Он рос наблюдательным и тихим ребенком, предпочитая одиночество или компанию матери шумным играм сверстников. В нем рано проявилась упрямая самостоятельность – если не мог что-то сделать силой, искал обходной путь, ловкость или хитрость. А еще в нем тихо зрело что-то иное, странное. Иногда, когда страх или обида захлестывали его (после особенно суровой отцовской выволочки или насмешек ребят), вокруг него могли сами собой дрогнуть листья на неподвижном воздухе или негромко звякнуть посуда на столе. Эти моменты пугали его самого, и он инстинктивно прятал их ото всех, даже от Эмилии, чувствуя, что это "неправильно", не вписывается в мир отцовских законов.
Так, в напряжении между каменной волей отца, теплой, но робкой защитой матери и собственными зарождающимися, непонятными силами, проходило детство Ронана – под сенью могучих деревьев и тяжелой тенью родительского ожидания, где каждое проявление его истинного "я" было шепотом недоверия к миру, который его окружал.
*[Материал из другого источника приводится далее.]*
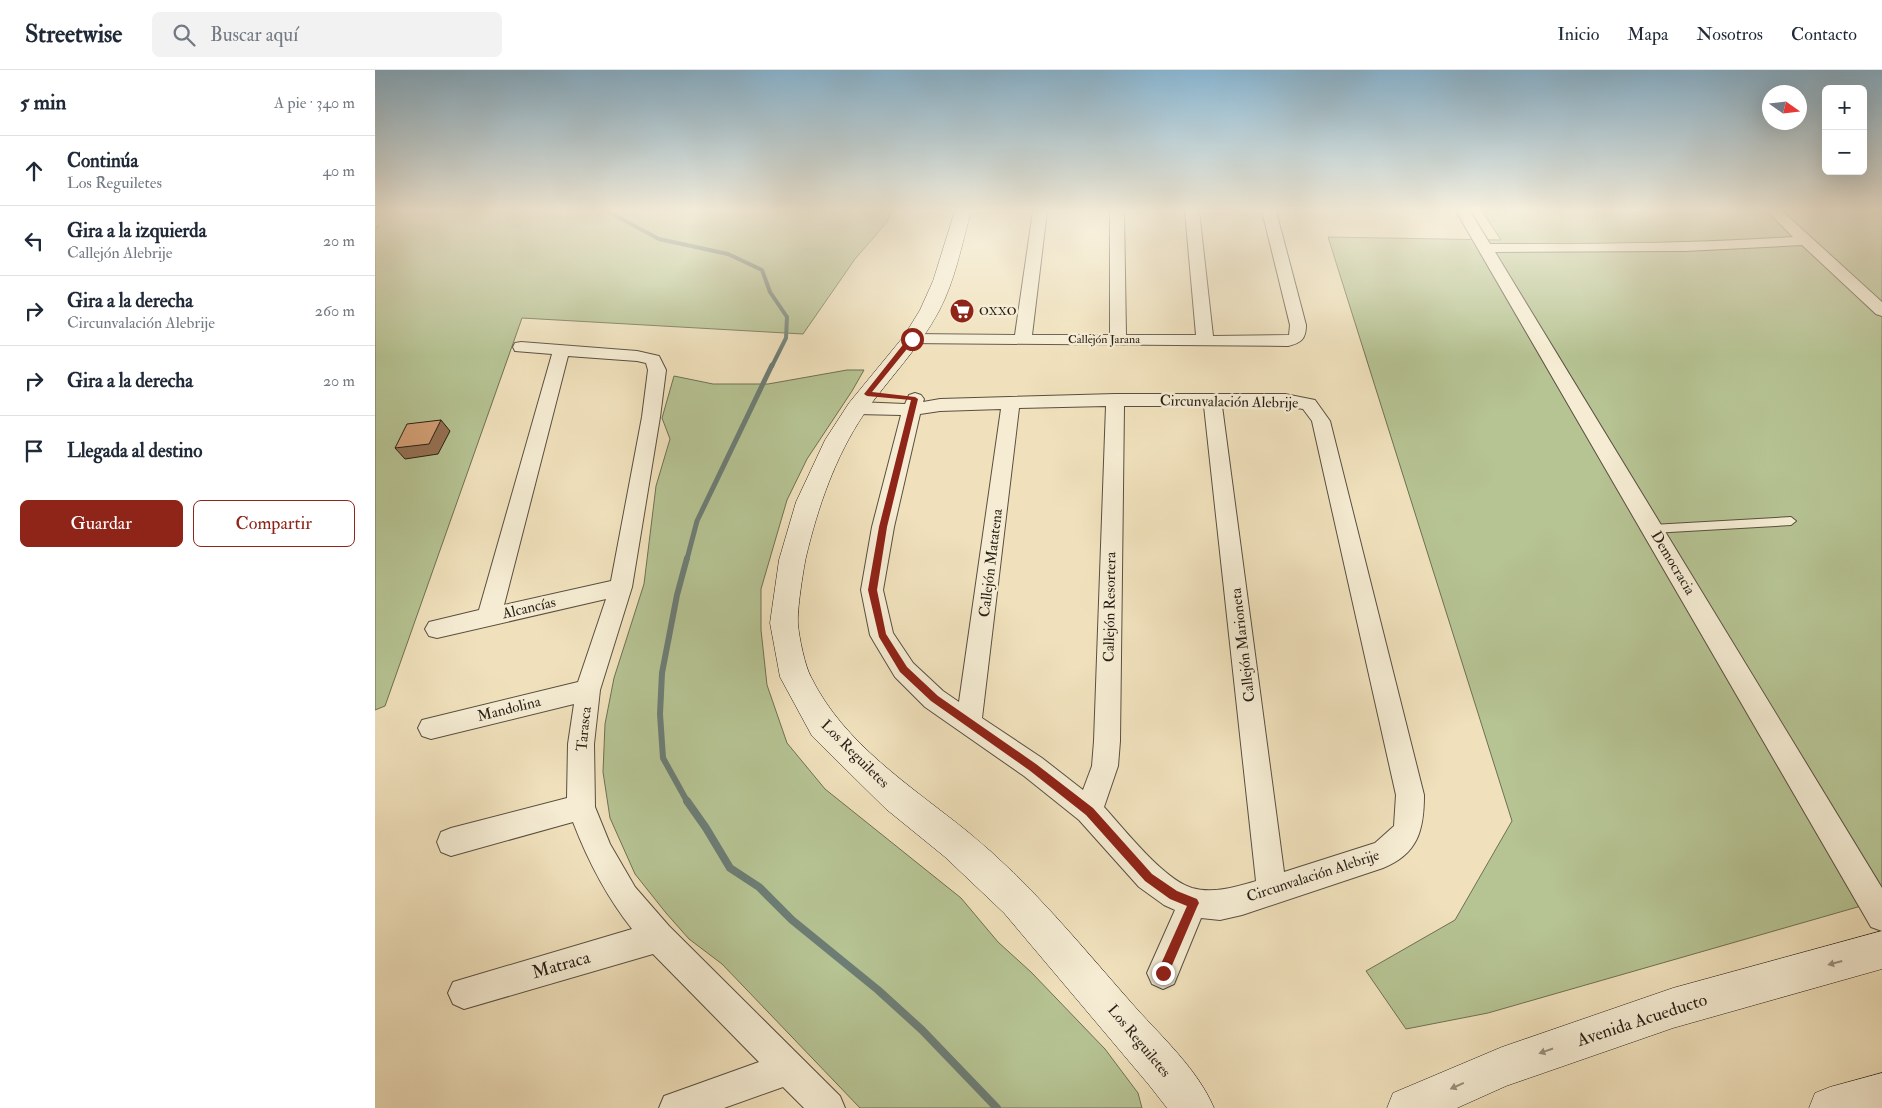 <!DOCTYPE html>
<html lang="es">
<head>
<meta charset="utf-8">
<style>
	body { margin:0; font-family:"IM FELL Double Pica",serif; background:#f2f2f3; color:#1f2937 }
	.controls { position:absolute; right:15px; top:15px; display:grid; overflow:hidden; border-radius:8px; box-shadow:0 5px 20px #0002 }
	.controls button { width:45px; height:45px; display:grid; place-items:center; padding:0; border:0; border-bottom:1px solid #e0e1e3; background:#fff; color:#1f2937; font:25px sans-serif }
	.compass { position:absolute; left:1387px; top:15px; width:45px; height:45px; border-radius:50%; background:#fff; box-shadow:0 5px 20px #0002; rotate:104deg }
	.stop { position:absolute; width:15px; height:15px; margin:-11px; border:4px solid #8f2418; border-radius:50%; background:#fff }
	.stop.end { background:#8f2418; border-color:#fff; box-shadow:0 1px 5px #0008 }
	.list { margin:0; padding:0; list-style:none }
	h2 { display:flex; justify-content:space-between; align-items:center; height:65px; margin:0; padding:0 20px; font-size:21px }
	h2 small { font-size:16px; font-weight:400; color:#747a83 }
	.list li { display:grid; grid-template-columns:32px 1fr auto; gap:15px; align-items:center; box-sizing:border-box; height:70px; padding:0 20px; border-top:1px solid #e0e1e3 }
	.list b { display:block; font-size:19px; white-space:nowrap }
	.list p { margin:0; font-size:16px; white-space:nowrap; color:#747a83 }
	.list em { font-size:16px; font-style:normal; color:#747a83 }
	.actions { display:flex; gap:10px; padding:15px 20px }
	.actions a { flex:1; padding:11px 0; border:1px solid #8f2418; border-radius:8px; text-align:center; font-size:18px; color:#8f2418 }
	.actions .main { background:#8f2418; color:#fff }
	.icon { flex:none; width:28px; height:28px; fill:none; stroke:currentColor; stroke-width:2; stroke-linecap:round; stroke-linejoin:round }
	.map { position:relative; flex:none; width:1507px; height:1038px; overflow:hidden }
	header { display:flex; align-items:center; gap:30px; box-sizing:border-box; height:70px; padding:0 25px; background:#fff; border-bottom:1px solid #e0e1e3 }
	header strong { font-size:24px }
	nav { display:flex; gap:28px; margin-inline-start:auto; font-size:18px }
	.search { width:350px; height:45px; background:#f2f2f3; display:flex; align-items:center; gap:12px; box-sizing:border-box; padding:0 18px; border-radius:8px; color:#747a83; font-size:19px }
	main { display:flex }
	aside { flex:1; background:#fff }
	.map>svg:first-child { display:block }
	.green { fill:#b6c393; stroke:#6e7054 }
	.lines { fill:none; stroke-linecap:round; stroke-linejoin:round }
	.stream-far3 { stroke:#6d7d75; stroke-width:4 }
	.stream-far2 { stroke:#6d7d75; stroke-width:5 }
	.stream-far1 { stroke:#6d7d75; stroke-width:6 }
	.stream { stroke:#6d7d75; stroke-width:8 }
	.lane-casing { stroke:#594f40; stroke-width:2 }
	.street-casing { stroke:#594f40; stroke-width:2 }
	.secondary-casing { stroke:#271e16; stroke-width:1 }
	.lane { fill:#f5ecd3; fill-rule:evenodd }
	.street { fill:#f5ecd3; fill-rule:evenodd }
	.secondary { fill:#f5ecd3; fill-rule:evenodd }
	.shaded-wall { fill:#957153; stroke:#271e16 }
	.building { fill:#d5a176; stroke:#271e16 }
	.oneway { fill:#988f7e }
	.route { fill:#8f2418 }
	.labels { text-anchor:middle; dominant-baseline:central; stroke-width:5; stroke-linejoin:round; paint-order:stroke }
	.far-poi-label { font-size:12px; fill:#271e16; stroke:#f5ecd3; text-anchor:start }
	.far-street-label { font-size:12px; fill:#271e16; stroke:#f5ecd3 }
	.street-label { font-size:15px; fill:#271e16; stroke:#f5ecd3 }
	.near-street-label { font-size:18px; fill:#271e16; stroke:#f5ecd3 }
</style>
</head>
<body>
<header>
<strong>Streetwise</strong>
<div class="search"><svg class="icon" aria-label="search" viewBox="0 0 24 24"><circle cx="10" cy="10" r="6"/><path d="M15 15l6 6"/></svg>Buscar aquí</div>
<nav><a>Inicio</a><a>Mapa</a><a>Nosotros</a><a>Contacto</a></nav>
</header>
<main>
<aside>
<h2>5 min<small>A pie · 340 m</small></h2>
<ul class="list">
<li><svg class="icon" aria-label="ahead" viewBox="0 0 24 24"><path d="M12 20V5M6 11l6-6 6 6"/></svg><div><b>Continúa</b><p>Los Reguiletes</p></div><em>40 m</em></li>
<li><svg class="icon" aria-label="left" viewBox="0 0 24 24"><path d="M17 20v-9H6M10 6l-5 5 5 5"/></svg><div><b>Gira a la izquierda</b><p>Callejón Alebrije</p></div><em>20 m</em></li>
<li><svg class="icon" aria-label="right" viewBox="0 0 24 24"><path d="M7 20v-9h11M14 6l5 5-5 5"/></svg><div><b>Gira a la derecha</b><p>Circunvalación Alebrije</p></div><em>260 m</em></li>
<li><svg class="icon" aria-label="right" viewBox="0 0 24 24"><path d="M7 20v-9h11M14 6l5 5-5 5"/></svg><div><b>Gira a la derecha</b></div><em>20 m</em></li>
<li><svg class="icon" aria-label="arrive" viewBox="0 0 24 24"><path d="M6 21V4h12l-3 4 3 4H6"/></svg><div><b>Llegada al destino</b></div></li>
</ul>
<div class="actions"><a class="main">Guardar</a><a>Compartir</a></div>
</aside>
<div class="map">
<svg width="1507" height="1038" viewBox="0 0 1507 1038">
	<rect width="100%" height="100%" fill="#f0e1bc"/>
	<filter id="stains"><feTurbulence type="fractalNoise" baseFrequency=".004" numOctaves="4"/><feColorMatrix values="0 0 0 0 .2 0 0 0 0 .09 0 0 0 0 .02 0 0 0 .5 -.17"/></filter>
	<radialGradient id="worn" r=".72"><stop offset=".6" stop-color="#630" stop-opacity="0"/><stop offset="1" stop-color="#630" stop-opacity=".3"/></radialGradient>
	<!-- green -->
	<path class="green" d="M 0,141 L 516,141 L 512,152 L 480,189 L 428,264 L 147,248 L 10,636 L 0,640 L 0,161 L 4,155 L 0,159 Z
		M 1107,141 L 1507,141 L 1507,830 L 1113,943 L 1031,959 L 991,901 L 1080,850 L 1137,751 L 953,167 L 1126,170 Z
		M 472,300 L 489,300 L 477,321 L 432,389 L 412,430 L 386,519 L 386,560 L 392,615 L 412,673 L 450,719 L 586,828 L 623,872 L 656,902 L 730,979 L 763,1023 L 767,1038 L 485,1038 L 347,894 L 314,869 L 291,843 L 260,804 L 235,748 L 228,702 L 230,654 L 239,608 L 269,514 L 281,416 L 295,369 L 287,348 L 299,306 L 338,314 L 393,314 Z"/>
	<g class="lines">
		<!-- stream-far3 -->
		<path class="stream-far3" d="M 232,141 L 284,169 L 353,184 L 387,200 L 395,222 L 412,247 L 411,268 L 397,296"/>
		<!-- stream-far2 -->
		<path class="stream-far2" d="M 312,489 L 322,451 L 397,295"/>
		<!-- stream-far1 -->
		<path class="stream-far1" d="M 312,488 L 302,525 L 287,603 L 285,644 L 288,688 L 313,733"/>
		<!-- stream -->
		<path class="stream" d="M 312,731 L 331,758 L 355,798 L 384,817 L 417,850 L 503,920 L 547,960 L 622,1038"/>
		<defs>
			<path id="lane" d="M 1416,447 L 1421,451 L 1416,455 L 1277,463 L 1272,459 L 1277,455 Z"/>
			<path id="street" d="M 658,141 L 672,141 L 657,265 L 735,265 L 735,141 L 749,141 L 751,265 L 821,265 L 810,141 L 824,141 L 838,266 L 914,265 L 915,255 L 887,141 L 901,141 L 931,255 C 931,269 926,273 913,276 L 531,273 L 529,269 L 531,265 L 537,264 L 640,265 Z
				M 1081,141 L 1095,141 L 1115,174 C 1216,174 1317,174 1418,167 L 1392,141 L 1407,141 L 1507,232 L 1507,246 L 1501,244 L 1427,175 L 1310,181 L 1120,182 L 1507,818 L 1507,861 L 1496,857 Z
				M 146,272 L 262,281 L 284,286 L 291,300 L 285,347 L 257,517 L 225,620 L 219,674 L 220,737 L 235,774 L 260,817 L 294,856 L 465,1026 L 470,1038 L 429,1038 L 408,1017 L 349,1038 L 284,1038 L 289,1026 L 384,992 L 278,884 L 89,939 L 78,934 L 73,923 L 78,912 L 257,859 C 231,826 213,791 198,752 L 76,786 L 66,782 L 62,772 L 66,762 L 76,758 L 192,728 L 193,674 L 199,634 L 56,669 L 47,666 L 43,658 L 47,650 L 203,612 L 231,529 L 62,568 L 54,566 L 50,559 L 54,552 L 104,540 L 177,284 L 140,281 L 138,277 L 140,273 ZM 193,286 L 262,291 L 271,293 L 273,300 L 267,347 L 236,511 L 129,535 Z
				M 540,323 L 546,325 L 549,329 L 548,332 L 565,329 L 740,324 L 910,324 L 940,330 L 955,351 L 1049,725 C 1049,760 1043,784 1008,798 L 867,845 L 845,850 L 826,848 L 799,914 L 788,919 L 777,914 L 772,903 L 800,840 L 789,835 L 764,817 L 704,750 L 649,706 L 550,637 L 520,607 L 499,572 L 495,565 L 486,520 L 497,457 L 526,345 L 482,344 L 476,342 L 473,338 L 476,334 L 482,332 L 530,334 L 534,325 ZM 731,336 L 719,671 L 717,696 L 708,720 L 667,688 L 607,648 L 644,338 ZM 749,336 L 829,336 L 881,811 C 861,817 838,824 817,818 C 788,809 750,760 729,737 L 743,696 L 745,671 ZM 847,336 L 910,336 L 928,339 L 937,351 L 1021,725 L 1019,756 L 1000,773 L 909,802 ZM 626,339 L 584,632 L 568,621 L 538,593 L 518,563 L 508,520 L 519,457 L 545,344 L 565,341 Z"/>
			<path id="secondary" d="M 580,141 L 596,141 C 587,174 580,211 564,241 C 544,279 513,309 489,344 C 460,387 443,437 431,487 C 428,502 422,540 423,554 C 424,567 430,596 436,607 C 469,674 536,716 593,762 C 656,813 707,877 761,938 C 788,968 823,1000 839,1038 L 792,1038 L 774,1015 L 629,843 L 570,787 L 511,739 L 437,666 L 405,607 L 395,553 L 404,490 L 421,432 L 450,370 L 474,333 L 529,266 L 545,240 L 558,211 Z
				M 1507,861 L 1507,899 L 1298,958 L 1131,1016 L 1082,1038 L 1012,1038 L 1018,1023 L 1127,977 L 1298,918 Z
				M 1507,1003 L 1507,1038 L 1434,1038 L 1440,1023 L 1455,1017 Z"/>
		</defs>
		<!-- lane casing -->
		<use href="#lane" class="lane-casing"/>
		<!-- street casing -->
		<use href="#street" class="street-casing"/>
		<!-- secondary casing -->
		<use href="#secondary" class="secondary-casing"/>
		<!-- lane -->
		<use href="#lane" class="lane"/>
		<!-- street -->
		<use href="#street" class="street"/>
		<!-- secondary -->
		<use href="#secondary" class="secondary"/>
	</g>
	<!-- shaded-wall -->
	<path class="shaded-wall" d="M 66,350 L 75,361 L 63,384 L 30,389 L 20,378 Z"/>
	<!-- building -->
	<path class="building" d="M 66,350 L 54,374 L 20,378 L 32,354 Z"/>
	<!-- one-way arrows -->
	<defs><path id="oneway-solid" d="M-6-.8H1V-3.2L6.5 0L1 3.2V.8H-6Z" transform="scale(1.25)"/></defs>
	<g class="oneway">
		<use href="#oneway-solid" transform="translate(1460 893) rotate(165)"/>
		<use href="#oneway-solid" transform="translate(1171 981) rotate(161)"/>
		<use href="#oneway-solid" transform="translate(1082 1016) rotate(156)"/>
	</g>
	<!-- sky -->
	<linearGradient id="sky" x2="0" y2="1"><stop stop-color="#89b7d4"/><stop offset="0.49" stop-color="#f8f2e1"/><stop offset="1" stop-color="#f8f2e1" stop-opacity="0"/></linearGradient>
	<rect width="1507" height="286" fill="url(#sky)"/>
	<!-- route -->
	<path class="route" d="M 534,267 L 540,269 L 497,322 L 540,327 L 543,329 L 512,457 L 502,520 L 511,564 L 532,597 L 563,626 L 661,694 L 718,738 L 777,804 L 802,821 L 822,829 L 824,833 L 822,837 L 792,907 L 788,909 L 784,907 L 782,903 L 812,836 L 795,829 L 770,811 L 711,745 L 654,700 L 556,631 L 525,602 L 504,567 L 493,520 L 504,457 L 536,330 L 492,326 L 489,324 Z"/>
	<!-- icons -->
	<defs>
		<symbol id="supermarket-disc" viewBox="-11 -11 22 22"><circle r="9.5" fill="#8f2418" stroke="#f5ecd3"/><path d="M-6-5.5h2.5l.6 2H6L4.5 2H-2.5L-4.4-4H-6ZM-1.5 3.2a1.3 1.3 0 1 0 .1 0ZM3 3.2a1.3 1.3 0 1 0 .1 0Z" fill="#fff"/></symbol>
	</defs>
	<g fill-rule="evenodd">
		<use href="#supermarket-disc" x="573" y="227" width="28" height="28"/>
	</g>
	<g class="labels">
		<!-- far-poi labels -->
		<g class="far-poi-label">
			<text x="604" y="241">OXXO</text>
		</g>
		<!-- far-street labels -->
		<g class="far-street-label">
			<text x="729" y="269">Callejón Jarana</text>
		</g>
		<!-- street labels -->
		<g class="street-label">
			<text transform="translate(854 332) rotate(1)">Circunvalación Alebrije</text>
			<text transform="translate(616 493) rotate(-83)">Callejón Matatena</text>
			<text transform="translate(1298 493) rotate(59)">Democracia</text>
			<text transform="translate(735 537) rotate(-89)">Callejón Resortera</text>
			<text transform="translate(154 538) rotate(-13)">Alcancías</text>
			<text transform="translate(868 575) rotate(-97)">Callejón Marioneta</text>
			<text transform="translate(134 639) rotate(-14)">Mandolina</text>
			<text transform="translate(209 659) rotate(-84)">Tarasca</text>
			<text transform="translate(480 684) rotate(45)">Los Reguiletes</text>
			<text transform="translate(938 806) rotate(-18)">Circunvalación Alebrije</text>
			<text transform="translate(764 971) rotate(50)">Los Reguiletes</text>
		</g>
		<!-- near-street labels -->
		<g class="near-street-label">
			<text transform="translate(186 895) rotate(-16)">Matraca</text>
			<text transform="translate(1267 950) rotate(-18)">Avenida Acueducto</text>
		</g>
	</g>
	<rect width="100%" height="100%" filter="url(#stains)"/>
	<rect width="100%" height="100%" fill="url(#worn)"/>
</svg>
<div class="controls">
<button>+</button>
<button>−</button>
</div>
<svg class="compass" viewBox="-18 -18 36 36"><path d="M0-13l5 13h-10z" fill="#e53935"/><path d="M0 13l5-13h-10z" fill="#747a83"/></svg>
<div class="stop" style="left:537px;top:269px"></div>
<div class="stop end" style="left:788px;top:903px"></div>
</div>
</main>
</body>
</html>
Холодной весной, когда грязь на дорогах еще хлюпала под сапогами, как живая, в деревню Ронана пришла беда, облаченная в латы и пергамент. Лорд земель где находилась деревушка в которой жил Ронан, вел войну где-то далеко на континенте. Потребовались "свежие души" – налог кровью, неотвратимый и страшный. Комиссар лорда, человек с лицом, высеченным из желтоватого камня, прошелся по спискам, тыча пальцем в имена. Выбор пал на самых крепких, на тех, кто мог вынести тяготы похода и удар клинка. И к немому ужасу Ронана и его матери Эмилии, палец замер над его именем. Его выносливость, наработанная годами под отцовской дисциплиной и в море, обернулась проклятием. Бернард лишь мрачно кивнул, молча сунув сыну свой старый, зазубренный нож – единственное наследство, больше похожее на символ каторги, чем на подарок. Это был призыв, лишенный всего, лишь голая необходимость выживания рода ценой плоти и крови одного из своих.
Холодный, пронизывающий до костей ветер весны, больше похожей на затянувшуюся зиму, встретил Ронана и других деревенских парней у ворот лагеря. Ворота эти были не символом защиты, а пастью, ведущей в чрево чудовища. Запах ударил в нос первым – едкая смесь пота, конского навоза, дыма костров, подгоревшей похлебки и чего-то еще, тяжелого и металлического, что позже он узнает как запах нечищеных доспехов и страха. Звуки – непрерывный гул, как в гигантском улье: лязг железа, топот сотен ног по грязи, резкие, нечленораздельные крики, стоны, ругань, оглушительный рёв сержантов, перекрывающий всё. Вид – хаос из грязных палаток,заляпанных грязью повозок, куч мусора и бесконечных рядов таких же потерянных, испуганных, ошалевших новобранцев в грубых домотканых одеждах.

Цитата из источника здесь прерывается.